El presidente de derecha extrema de la República francesa Nicolas Sarkozy reafirmó el pasado martes 3 de mayo «su fe» en la energía y en la industria atómicas. No sólo eso. Aseguró que establecer una moratoria para el desarrollo de nuevos reactores nucleares era «una elección del pasado», una vuelta a la Edad Media [1]. […]
El presidente de derecha extrema de la República francesa Nicolas Sarkozy reafirmó el pasado martes 3 de mayo «su fe» en la energía y en la industria atómicas. No sólo eso.

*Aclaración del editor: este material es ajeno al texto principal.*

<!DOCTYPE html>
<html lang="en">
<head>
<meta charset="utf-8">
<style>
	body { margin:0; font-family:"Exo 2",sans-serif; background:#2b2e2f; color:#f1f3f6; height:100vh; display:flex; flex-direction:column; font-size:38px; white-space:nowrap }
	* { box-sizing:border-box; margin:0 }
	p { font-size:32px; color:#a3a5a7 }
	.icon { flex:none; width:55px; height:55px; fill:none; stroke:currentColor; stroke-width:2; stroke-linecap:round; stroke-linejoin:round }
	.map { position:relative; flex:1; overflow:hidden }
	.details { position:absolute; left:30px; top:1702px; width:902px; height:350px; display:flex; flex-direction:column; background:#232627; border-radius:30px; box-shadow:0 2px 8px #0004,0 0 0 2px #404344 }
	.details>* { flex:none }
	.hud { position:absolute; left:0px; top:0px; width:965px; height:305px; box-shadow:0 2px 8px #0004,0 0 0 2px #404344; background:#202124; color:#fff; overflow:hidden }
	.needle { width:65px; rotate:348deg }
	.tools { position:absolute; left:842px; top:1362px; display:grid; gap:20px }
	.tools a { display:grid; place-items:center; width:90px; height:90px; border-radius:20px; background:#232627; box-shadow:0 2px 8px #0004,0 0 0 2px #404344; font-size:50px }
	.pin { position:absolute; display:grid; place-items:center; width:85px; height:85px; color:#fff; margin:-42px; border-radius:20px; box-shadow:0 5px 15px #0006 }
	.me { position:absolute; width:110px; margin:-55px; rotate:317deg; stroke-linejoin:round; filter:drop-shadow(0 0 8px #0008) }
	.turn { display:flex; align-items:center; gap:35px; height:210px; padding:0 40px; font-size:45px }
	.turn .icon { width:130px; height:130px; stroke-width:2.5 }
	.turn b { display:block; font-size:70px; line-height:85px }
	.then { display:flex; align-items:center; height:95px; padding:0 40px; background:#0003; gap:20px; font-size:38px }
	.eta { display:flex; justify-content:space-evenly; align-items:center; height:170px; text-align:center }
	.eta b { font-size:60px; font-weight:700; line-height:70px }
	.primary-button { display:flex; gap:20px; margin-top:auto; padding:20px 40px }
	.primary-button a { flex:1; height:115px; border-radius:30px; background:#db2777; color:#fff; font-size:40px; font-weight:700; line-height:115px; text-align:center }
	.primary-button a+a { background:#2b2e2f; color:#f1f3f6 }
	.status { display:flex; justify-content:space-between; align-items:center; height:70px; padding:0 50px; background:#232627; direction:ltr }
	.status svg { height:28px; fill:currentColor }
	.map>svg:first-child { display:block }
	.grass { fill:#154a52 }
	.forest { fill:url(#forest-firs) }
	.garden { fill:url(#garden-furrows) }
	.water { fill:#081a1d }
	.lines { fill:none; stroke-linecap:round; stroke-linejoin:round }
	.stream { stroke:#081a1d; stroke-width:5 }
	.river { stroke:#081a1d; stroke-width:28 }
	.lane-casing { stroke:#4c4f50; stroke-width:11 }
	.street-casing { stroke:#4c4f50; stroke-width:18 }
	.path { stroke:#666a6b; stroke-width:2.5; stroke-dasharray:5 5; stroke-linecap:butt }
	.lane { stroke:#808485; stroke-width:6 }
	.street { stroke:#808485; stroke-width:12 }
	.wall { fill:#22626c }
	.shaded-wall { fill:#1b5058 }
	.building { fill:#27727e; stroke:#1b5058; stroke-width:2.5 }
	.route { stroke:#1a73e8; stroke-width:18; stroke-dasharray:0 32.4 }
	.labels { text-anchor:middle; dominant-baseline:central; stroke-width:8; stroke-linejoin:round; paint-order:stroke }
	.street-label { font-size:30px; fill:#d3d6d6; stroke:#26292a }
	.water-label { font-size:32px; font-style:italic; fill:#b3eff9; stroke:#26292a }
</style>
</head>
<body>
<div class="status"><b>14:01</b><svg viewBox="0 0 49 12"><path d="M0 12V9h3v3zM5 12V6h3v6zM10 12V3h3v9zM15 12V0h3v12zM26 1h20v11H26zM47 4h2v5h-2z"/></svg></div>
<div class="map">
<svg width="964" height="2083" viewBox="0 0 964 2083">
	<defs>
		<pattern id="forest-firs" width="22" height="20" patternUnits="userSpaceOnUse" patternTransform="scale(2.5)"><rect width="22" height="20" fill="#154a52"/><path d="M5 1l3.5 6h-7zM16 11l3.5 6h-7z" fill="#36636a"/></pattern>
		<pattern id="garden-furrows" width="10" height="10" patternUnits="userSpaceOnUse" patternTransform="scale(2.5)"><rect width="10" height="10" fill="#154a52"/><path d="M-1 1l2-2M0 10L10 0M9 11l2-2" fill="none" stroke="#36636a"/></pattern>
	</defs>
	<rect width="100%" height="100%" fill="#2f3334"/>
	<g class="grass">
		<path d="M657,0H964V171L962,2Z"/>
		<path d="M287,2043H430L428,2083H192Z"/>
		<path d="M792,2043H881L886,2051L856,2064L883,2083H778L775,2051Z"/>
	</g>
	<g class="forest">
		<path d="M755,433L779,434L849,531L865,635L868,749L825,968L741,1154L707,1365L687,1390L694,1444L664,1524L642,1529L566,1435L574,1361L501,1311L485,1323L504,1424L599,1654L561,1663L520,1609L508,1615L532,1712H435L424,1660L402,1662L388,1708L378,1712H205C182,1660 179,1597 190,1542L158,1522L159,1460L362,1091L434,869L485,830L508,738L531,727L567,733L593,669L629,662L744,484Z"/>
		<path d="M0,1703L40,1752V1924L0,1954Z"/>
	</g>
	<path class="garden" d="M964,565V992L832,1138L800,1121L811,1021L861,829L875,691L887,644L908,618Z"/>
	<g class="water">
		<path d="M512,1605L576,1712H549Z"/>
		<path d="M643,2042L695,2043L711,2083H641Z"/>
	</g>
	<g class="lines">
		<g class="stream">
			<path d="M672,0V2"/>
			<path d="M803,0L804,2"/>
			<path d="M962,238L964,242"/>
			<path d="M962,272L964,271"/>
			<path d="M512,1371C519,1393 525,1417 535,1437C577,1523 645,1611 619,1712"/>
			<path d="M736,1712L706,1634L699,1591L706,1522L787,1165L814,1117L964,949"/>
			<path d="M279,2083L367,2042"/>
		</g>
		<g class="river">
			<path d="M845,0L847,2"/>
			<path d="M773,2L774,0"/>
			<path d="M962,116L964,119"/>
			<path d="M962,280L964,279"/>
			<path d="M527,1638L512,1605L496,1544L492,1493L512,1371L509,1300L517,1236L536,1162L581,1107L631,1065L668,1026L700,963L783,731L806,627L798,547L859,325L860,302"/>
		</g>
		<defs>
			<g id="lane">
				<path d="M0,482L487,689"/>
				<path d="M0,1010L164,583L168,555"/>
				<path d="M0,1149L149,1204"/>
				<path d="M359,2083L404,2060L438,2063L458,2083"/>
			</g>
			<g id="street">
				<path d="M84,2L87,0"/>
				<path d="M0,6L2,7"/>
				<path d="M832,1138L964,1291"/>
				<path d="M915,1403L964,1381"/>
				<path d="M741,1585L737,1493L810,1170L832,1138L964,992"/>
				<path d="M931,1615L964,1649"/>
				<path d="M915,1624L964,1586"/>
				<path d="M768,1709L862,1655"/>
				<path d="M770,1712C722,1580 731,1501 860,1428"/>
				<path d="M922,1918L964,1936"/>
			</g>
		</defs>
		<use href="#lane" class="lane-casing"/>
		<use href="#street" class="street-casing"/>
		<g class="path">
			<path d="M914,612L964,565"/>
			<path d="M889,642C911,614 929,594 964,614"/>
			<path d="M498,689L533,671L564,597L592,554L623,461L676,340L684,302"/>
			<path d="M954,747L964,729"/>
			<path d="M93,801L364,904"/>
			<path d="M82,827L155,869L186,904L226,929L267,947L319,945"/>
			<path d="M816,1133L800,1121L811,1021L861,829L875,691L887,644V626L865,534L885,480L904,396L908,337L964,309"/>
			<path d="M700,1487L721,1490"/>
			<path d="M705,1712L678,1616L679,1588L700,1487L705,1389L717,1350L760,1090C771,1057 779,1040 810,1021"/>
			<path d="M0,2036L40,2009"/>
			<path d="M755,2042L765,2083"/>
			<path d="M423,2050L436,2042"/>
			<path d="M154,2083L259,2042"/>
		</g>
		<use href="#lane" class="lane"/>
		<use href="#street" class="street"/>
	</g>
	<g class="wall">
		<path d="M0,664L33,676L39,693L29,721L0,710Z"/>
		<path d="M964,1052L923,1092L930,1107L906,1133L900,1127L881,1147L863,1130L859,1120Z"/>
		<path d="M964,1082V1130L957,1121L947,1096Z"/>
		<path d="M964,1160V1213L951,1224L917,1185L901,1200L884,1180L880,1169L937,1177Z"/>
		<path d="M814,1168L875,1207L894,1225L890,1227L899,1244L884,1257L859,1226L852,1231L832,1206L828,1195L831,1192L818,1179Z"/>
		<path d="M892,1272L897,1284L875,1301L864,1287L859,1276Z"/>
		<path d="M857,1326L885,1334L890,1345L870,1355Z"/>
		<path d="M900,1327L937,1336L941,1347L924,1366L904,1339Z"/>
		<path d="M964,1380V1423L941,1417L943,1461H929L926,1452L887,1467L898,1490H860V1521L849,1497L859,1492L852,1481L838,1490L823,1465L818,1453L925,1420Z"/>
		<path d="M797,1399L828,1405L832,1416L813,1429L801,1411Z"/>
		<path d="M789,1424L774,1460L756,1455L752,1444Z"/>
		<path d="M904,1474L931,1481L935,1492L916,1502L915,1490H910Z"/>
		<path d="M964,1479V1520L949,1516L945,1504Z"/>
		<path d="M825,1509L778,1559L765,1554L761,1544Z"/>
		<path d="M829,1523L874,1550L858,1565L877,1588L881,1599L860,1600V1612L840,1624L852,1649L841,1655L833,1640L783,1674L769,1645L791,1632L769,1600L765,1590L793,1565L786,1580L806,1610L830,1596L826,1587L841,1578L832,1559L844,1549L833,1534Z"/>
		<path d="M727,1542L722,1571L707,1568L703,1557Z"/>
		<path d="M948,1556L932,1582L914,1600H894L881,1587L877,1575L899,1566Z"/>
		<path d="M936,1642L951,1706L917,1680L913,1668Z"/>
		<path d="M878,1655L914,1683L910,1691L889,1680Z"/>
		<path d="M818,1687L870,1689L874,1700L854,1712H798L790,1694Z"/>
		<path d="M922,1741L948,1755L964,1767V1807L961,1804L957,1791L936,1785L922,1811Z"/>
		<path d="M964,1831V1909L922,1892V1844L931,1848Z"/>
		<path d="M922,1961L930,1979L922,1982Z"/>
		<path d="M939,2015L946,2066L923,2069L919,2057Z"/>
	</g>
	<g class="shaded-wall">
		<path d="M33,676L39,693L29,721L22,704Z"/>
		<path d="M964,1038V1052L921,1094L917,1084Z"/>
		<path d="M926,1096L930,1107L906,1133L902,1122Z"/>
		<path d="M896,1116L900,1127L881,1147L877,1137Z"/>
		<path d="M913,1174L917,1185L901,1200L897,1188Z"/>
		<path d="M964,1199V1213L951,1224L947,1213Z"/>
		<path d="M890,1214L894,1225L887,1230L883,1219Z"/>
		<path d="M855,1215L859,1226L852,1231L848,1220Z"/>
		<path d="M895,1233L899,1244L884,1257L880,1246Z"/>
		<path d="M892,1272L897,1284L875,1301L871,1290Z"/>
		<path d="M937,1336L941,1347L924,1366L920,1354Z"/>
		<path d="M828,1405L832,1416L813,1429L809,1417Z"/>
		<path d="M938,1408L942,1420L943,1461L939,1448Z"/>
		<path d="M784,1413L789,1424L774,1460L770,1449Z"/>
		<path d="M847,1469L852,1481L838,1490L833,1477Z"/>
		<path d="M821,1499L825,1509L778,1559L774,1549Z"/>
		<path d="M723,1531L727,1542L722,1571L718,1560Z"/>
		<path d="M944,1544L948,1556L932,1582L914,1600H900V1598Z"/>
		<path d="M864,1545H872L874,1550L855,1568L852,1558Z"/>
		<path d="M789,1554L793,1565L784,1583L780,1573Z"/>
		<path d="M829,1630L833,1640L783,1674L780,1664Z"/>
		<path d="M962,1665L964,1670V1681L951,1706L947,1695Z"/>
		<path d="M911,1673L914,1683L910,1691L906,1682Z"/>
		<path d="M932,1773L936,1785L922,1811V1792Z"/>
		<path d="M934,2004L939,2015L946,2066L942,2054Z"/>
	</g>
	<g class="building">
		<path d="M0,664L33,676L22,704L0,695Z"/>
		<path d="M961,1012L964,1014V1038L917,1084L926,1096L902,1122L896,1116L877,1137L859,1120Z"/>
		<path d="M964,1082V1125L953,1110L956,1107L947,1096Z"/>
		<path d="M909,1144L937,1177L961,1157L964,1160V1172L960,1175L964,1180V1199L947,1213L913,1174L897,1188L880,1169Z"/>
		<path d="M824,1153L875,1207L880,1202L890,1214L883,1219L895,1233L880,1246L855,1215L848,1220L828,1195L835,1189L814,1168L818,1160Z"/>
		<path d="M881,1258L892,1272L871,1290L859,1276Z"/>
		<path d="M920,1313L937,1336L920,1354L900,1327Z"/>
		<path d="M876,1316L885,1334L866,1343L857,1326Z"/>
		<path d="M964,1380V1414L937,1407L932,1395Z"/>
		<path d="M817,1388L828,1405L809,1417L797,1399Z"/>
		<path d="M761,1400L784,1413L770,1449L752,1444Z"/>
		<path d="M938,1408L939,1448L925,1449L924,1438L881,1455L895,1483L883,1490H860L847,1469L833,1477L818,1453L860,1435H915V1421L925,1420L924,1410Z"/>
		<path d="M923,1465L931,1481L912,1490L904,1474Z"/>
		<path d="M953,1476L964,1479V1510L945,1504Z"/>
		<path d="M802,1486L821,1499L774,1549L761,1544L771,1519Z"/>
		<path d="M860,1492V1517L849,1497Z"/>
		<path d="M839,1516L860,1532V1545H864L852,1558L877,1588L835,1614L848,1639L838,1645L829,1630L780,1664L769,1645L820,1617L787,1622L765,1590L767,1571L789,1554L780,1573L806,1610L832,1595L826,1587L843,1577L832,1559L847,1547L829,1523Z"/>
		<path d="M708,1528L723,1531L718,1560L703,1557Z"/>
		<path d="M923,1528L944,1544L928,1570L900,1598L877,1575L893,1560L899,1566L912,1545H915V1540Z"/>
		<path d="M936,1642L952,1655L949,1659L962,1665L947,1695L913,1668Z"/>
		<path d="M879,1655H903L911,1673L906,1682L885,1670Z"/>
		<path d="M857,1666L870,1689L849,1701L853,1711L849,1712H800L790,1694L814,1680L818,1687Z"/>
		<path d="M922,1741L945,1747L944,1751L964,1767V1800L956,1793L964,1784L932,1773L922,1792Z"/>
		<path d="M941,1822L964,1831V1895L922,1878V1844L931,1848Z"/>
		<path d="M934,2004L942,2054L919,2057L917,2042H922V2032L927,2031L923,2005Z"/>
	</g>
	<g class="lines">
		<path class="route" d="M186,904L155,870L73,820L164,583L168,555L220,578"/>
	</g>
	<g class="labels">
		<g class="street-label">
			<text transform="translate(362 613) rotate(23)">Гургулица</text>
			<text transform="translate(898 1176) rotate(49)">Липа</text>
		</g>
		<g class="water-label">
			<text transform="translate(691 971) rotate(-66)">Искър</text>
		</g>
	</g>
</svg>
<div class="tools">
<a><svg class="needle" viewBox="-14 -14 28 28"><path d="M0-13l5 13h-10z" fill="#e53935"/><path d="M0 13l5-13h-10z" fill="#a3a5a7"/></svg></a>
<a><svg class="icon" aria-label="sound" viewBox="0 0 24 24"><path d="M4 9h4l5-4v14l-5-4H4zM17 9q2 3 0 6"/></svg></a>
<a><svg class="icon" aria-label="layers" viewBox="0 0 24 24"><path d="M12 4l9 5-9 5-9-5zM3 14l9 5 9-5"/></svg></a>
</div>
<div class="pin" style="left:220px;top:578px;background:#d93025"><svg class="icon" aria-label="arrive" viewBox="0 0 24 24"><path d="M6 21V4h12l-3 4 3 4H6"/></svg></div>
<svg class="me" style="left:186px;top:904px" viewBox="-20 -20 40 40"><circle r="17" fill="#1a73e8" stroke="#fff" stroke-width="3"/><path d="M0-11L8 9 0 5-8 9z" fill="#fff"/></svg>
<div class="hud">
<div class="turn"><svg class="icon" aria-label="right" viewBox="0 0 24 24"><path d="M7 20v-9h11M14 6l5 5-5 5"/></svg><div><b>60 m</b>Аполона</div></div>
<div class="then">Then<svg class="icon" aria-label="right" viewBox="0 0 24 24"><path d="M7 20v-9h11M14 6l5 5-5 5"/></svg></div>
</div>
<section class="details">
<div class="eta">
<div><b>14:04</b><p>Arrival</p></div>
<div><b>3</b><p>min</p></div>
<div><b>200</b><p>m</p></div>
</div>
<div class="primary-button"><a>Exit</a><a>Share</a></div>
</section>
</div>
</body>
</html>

Aseguró que establecer una moratoria para el desarrollo de nuevos reactores nucleares era «una elección del pasado», una vuelta a la Edad Media [1]. Ni más ni menos, casi como cuando los gobernantes hispánicos de los años ochenta, Narcís Serra entre ellos, afirmaban lo que sucedería a España si la ciudadanía no apoyaba la permanencia de España en la OTAN. Así de rigurosos, así de convincentes.
El presidente que ordenó y dirigió inicialmente el ataque militar contra Libia aseguró ser partidario de este tipo de energía (y de la industria que le da cobijo al igual que de la derivada militar asociada) a pesar de que no uno ni dos sino tres reactores de la central de Fukushima han igualado a Chernóbil en la escala de gravedad de los accidentes nucleares. La máxima puntuación, 7, el mismo número que asociamos a los pecados capitales.
Recogiendo sus propias palabras traducidas: «Como jefe de Estado, tengo confianza en la seguridad de los reactores». Añadió: «No fui elegido para ponerla en tela de juicio, y no voy a cuestionarla». Ambas afirmaciones las realizó ante los trabajadores de la central de Gravelines, en Dunquerque, una de las centrales más grandes del mundo: seis reactores, como la accidentada central de Fukushima.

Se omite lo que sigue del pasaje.